Memjet slashes Australian jobs in global alignment
Memjet’s Australian operation is facing an uncertain future after a number of its local employees were sacked earlier this month, in a move the company’s US owners say will help align its research and commercial divisions more closely.
While the print technology company is remaining tight-lipped about the number of jobs sliced from its local ranks, industry sources indicate that on 11 February, around 100 positions were slashed from Memjet’s Sydney research facility in North Ryde – about a third of its approximately 300-strong local workforce.
Memjet US spokesman, Jeff Bean, says that the job cuts were made to help better align the company’s research operations and its commercial operations.
“We had redundancies in Memjet Australia and reduced an undisclosed number of positions a week ago to better align our R&D and global commercialisation efforts in industrial, commercial and office printing markets,” says Bean.
With much of Memjet’s research and development operation residing in Sydney, and its commercial division operating predominantly out of its San Diego corporate headquarters in California, the dramatic reduction in the company’s Australian positions could point to a shift in its research operations to US soil or to its Dublin facility in Ireland where the next generation of Memjet’s print technology is being developed.
The company is currently advertising a number of technology and product development positions on its website, with several California-based and Dublin-based development jobs up for grabs, including label systems engineer, software engineer and image science engineer.
Additionally, Memjet has offices and facilities in Taipei, Singapore and Boise, Idaho in the US. Many of these other facilities are also advertising new development positions.

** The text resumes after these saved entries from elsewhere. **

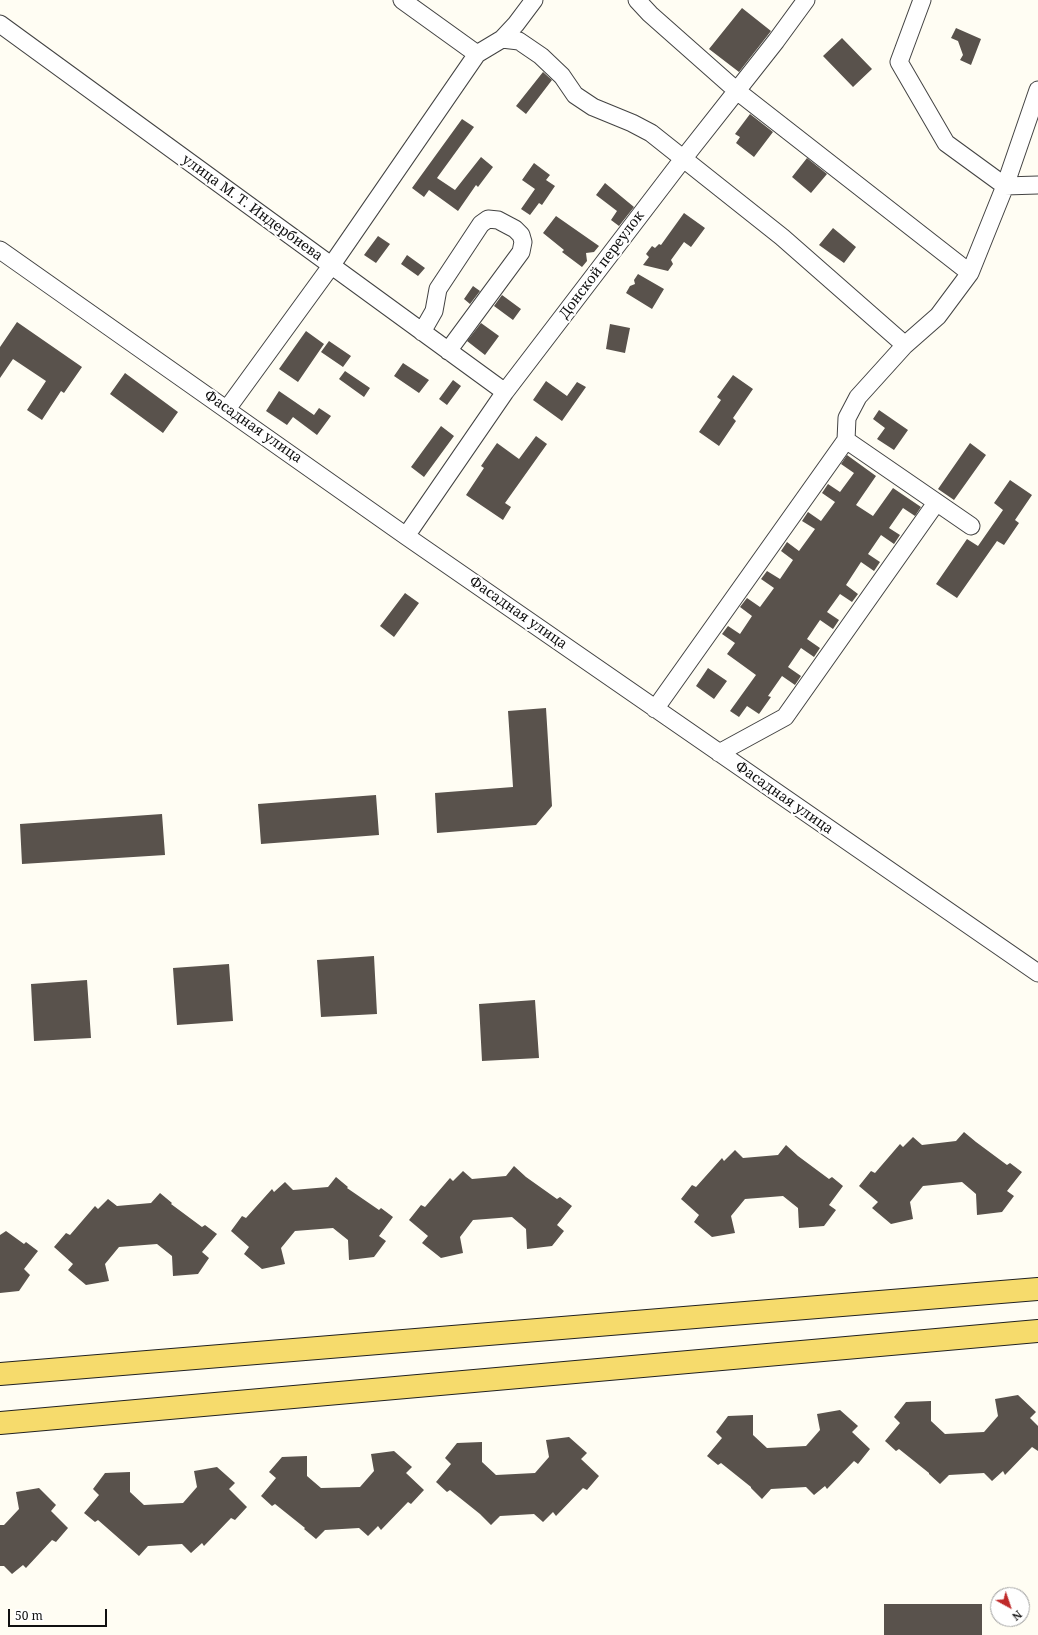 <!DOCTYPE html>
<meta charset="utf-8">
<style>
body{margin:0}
#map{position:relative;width:1038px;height:1635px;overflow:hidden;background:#fffdf3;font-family:"Noto Serif",serif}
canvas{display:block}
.north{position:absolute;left:990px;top:1587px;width:40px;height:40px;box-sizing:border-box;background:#fff;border:1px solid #9f9f9f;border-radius:50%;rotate:140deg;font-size:11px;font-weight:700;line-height:16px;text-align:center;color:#101010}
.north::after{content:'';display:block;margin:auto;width:14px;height:18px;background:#bf2929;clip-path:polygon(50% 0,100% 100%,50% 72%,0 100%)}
.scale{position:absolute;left:8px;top:1609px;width:99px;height:18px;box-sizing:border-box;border:2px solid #101010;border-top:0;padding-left:5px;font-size:12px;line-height:14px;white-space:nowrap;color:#101010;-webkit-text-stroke:3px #fff;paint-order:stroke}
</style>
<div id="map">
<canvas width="1038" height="1635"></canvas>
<div class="north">N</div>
<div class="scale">50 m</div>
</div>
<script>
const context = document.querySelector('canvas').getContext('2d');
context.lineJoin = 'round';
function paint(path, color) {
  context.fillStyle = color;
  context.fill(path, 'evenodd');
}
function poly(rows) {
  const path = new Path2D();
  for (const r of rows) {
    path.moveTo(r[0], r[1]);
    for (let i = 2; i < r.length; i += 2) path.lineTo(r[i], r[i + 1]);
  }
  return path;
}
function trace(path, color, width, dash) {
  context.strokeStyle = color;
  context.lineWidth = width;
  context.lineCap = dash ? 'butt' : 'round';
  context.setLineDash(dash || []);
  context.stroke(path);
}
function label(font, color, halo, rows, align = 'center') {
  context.font = font + ' "Noto Serif",serif';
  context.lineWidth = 4;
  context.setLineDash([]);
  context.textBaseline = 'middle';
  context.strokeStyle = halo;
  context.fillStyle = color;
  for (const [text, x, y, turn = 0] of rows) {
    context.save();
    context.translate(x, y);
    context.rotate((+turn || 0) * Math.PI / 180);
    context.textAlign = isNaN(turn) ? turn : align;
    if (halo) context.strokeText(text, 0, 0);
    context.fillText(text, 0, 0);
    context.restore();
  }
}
paint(poly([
 [742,8,771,31,739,72,709,49],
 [956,28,981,39,971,65,960,60,963,55,958,41,951,38],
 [842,38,872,69,853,87,823,56],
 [543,72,552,80,526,114,516,106],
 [750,114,773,132,754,157,736,143,740,137,735,134],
 [462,119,474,127,437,178,455,190,481,157,493,167,478,187,476,185,458,211,429,190,424,197,412,188],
 [807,158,827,174,811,193,792,177],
 [534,163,550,175,546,180,555,186,542,205,539,203,530,215,521,209,535,189,522,180],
 [605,183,634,207,619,226,611,220,617,211,596,195],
 [684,213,705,228,691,247,684,242,671,260,673,264,668,271,643,265,649,257,646,254,652,246,655,248,659,244,661,245],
 [556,216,599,246,594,252,586,253,587,261,582,267,562,252,564,250,543,233],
 [833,228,856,247,844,263,819,245],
 [378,236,390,244,376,263,364,255],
 [407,255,425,268,418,276,401,264],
 [638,274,664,289,652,309,626,293,630,286,635,284,634,280],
 [473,286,480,291,470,304,464,299],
 [502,295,521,309,513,320,494,306],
 [17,322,82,367,64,393,61,391,42,420,27,410,46,381,13,359,0,378,0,347],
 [481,323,499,336,485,355,467,341],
 [610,324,630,328,625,353,606,349],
 [306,331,324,344,298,382,279,369],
 [329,341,351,356,343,367,321,352],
 [403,363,429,380,419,393,394,376],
 [345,371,370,388,364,397,339,379],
 [125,373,178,412,163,433,110,394],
 [733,375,753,389,733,418,736,421,719,446,699,432,721,400,717,397],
 [453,380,461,386,447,405,439,399],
 [546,381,567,396,577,382,586,387,562,421,533,400],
 [279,391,314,415,319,408,331,416,317,435,293,417,287,425,266,411],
 [879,410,908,430,894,450,877,439,885,428,873,419],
 [441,426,454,436,424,477,411,467],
 [536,436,547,444,505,503,511,507,503,520,466,495,484,468,481,466,497,443,519,459],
 [970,443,986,455,954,500,938,489],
 [847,455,876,476,856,505,873,516,893,488,921,507,915,516,903,508,889,528,900,535,894,544,881,535,868,554,880,562,874,571,861,562,846,585,858,594,852,602,840,594,827,612,839,620,833,629,820,620,807,639,820,648,814,657,801,648,788,667,801,676,795,685,782,676,768,696,771,697,759,714,747,706,739,717,730,711,756,675,727,654,735,643,722,634,728,626,740,634,752,616,740,607,747,598,760,607,774,588,761,579,767,571,780,579,793,560,781,551,787,542,799,551,815,529,802,521,808,512,821,521,835,502,822,493,828,484,840,492,854,473,841,464],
 [1010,480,1032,495,1015,520,1019,523,1004,545,997,541,957,598,936,584,967,539,978,546,1003,510,994,503],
 [405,593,419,603,394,637,380,626],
 [708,668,727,681,714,699,696,686],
 [546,708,552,806,536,825,437,833,435,793,513,787,508,711],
 [376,795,379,835,261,844,258,804],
 [162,814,165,855,22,864,20,824],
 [374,956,377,1014,321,1017,317,960],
 [229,964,233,1021,177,1025,173,968],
 [87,980,91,1038,34,1041,31,984],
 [535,1000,539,1058,482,1061,479,1004],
 [964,1132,976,1142,1007,1165,1010,1163,1022,1172,1007,1191,1014,1196,1002,1212,977,1215,976,1194,962,1182,923,1186,910,1202,913,1219,891,1224,872,1208,878,1202,859,1186,871,1171,875,1173,900,1144,903,1147,913,1137,922,1145,956,1141],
 [786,1145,798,1156,829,1179,832,1177,843,1186,829,1205,836,1210,824,1226,799,1228,798,1208,783,1196,745,1199,731,1216,735,1233,712,1237,694,1222,699,1215,681,1199,692,1185,696,1187,722,1158,724,1161,735,1150,743,1158,778,1155],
 [514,1166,526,1177,557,1199,560,1197,572,1206,557,1225,564,1231,552,1246,527,1249,526,1229,512,1217,473,1220,460,1237,463,1253,441,1258,422,1243,428,1236,409,1220,421,1205,425,1207,450,1178,453,1181,463,1171,472,1179,506,1176],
 [336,1177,348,1187,347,1188,379,1210,381,1208,393,1217,379,1236,386,1241,374,1257,349,1260,348,1240,333,1228,295,1231,281,1248,285,1264,262,1269,244,1254,249,1247,231,1231,242,1216,246,1218,272,1189,274,1192,285,1182,293,1190,328,1187],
 [160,1193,172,1203,171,1204,202,1227,205,1225,217,1234,202,1252,209,1258,198,1274,173,1276,172,1256,157,1244,119,1247,105,1264,109,1281,86,1285,68,1270,73,1264,54,1247,66,1233,70,1235,95,1206,98,1209,108,1199,117,1206,151,1203],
 [6,1231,24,1244,26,1242,38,1251,24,1269,30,1275,19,1291,0,1293,0,1235],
 [1018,1395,1036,1412,1030,1418,1038,1426,1038,1451,1032,1447,1005,1475,1003,1471,992,1481,984,1473,949,1475,940,1484,929,1474,929,1473,899,1449,896,1451,885,1441,900,1423,894,1417,906,1402,931,1401,931,1421,945,1434,984,1432,998,1416,995,1399],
 [840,1410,858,1426,852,1432,870,1449,858,1464,854,1461,827,1489,825,1486,814,1495,806,1487,771,1489,762,1499,751,1488,751,1487,721,1463,718,1465,707,1456,722,1438,716,1432,728,1416,753,1415,753,1435,767,1448,806,1446,820,1430,817,1414],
 [569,1437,587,1453,581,1459,599,1476,587,1490,583,1488,556,1516,553,1512,543,1522,534,1514,500,1516,491,1525,480,1514,450,1490,447,1492,436,1482,451,1464,445,1458,457,1443,482,1442,482,1462,496,1475,535,1473,549,1457,546,1440],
 [394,1451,412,1467,406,1473,424,1490,411,1504,408,1502,381,1530,378,1526,368,1536,359,1528,325,1530,316,1539,304,1529,305,1528,275,1504,272,1506,261,1496,276,1478,269,1472,282,1457,307,1456,307,1476,321,1488,360,1487,374,1471,371,1454],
 [217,1467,235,1483,229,1489,247,1507,235,1520,231,1518,204,1546,202,1543,191,1553,182,1544,148,1546,139,1556,98,1520,95,1522,84,1513,99,1495,93,1489,105,1473,130,1472,130,1492,144,1505,183,1503,197,1487,194,1471],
 [39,1488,56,1505,51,1511,68,1528,56,1542,52,1540,26,1568,23,1565,12,1574,4,1566,0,1566,0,1525,4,1525,19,1509,16,1492],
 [884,1604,982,1604,982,1635,884,1635]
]), '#59524c');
const minor = poly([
 [402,0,477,54],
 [637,0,650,14,737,91,970,273,938,316,905,345,858,397,847,418,846,440],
 [922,0,899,62,946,143,1005,186,1038,90],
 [0,24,505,392],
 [502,39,519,41,541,56,562,76,575,95,593,107,632,123,651,133,782,237,905,345],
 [0,250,406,536,1038,973],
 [970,273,1005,186,1038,185],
 [422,332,434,311,438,289,481,224,488,219,498,220,515,229,521,235,523,242,521,252,448,351],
 [227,409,331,266,477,54,502,39,516,24,534,0],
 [406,536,505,392,683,159,776,41,806,0],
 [655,709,846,440,971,526],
 [719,753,785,717,936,503]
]);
const major = poly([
 [0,1374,1038,1289],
 [0,1423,1038,1331]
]);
trace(minor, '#434343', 19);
trace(major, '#212121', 24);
trace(minor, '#fff', 17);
trace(major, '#f6db6c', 22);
label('14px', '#101010', '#fff', [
 ["улица М. Т. Индербиева",252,208,36],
 ["Донской переулок",602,265,-53],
 ["Фасадная улица",253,427,35],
 ["Фасадная улица",518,613,35],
 ["Фасадная улица",784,798,35]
]);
</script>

This month’s job cuts will likely come as a new source of uncertainty for the company’s local research team, which endured a work shutdown in April last year during a bitter $600 million legal stoush between Memjet developer, Silverbrook Research, and its largest investor, the US-based George Kaiser Family Foundation.
In May last year, the San Diego-based Memjet company assumed control of Silverbrook Research’s Memjet-related intellectual property along with its approximately 300 employees as part of the legal settlement it eventually reached with Kaiser.
The deal saw the ownership rights to the Memjet-related research undertaken by Sydney’s Silverbrook Research – which was founded by the world’s most prolific patent holder, Australia’s Kia Silverbrook – move to Memjet in the US.
At the time, Silverbrook said: “We are devastated that Australia’s best and brightest scientists and engineers have been made to take annual leave from our Australian facilities. We have had to pay the staff on the Memjet project from our own pockets since February, while our US-based Memjet customer has over $22 million in outstanding invoices owing to Silverbrook Research.”